Saved data entries
-.-.-

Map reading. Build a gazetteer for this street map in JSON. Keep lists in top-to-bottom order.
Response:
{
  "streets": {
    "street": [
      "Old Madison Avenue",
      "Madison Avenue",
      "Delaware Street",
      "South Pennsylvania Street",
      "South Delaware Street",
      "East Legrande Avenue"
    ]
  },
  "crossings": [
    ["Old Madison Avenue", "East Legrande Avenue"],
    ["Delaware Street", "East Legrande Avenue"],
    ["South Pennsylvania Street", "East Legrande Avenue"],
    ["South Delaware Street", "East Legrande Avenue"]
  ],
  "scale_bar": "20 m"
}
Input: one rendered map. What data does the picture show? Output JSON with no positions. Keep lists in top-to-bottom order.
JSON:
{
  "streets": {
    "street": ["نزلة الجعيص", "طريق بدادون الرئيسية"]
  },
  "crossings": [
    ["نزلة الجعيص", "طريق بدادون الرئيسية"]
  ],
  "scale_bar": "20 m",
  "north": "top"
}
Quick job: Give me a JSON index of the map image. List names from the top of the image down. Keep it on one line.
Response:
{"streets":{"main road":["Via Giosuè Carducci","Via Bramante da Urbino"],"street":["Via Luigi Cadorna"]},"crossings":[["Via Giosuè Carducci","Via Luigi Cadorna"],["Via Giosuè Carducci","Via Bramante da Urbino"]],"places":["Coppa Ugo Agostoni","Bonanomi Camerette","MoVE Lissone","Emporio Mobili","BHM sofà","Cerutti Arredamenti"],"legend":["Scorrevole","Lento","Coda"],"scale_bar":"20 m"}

-.-.-

TASK TO COMPLETE
All the records, from the first line to the last: repeat them exactly.

ANSWER FOR THIS EXERCISE
Map reading. Build a gazetteer for this street map in JSON. Keep lists in top-to-bottom order.
Response:
{
  "streets": {
    "street": [
      "Old Madison Avenue",
      "Madison Avenue",
      "Delaware Street",
      "South Pennsylvania Street",
      "South Delaware Street",
      "East Legrande Avenue"
    ]
  },
  "crossings": [
    ["Old Madison Avenue", "East Legrande Avenue"],
    ["Delaware Street", "East Legrande Avenue"],
    ["South Pennsylvania Street", "East Legrande Avenue"],
    ["South Delaware Street", "East Legrande Avenue"]
  ],
  "scale_bar": "20 m"
}
Input: one rendered map. What data does the picture show? Output JSON with no positions. Keep lists in top-to-bottom order.
JSON:
{
  "streets": {
    "street": ["نزلة الجعيص", "طريق بدادون الرئيسية"]
  },
  "crossings": [
    ["نزلة الجعيص", "طريق بدادون الرئيسية"]
  ],
  "scale_bar": "20 m",
  "north": "top"
}
Quick job: Give me a JSON index of the map image. List names from the top of the image down. Keep it on one line.
Response:
{"streets":{"main road":["Via Giosuè Carducci","Via Bramante da Urbino"],"street":["Via Luigi Cadorna"]},"crossings":[["Via Giosuè Carducci","Via Luigi Cadorna"],["Via Giosuè Carducci","Via Bramante da Urbino"]],"places":["Coppa Ugo Agostoni","Bonanomi Camerette","MoVE Lissone","Emporio Mobili","BHM sofà","Cerutti Arredamenti"],"legend":["Scorrevole","Lento","Coda"],"scale_bar":"20 m"}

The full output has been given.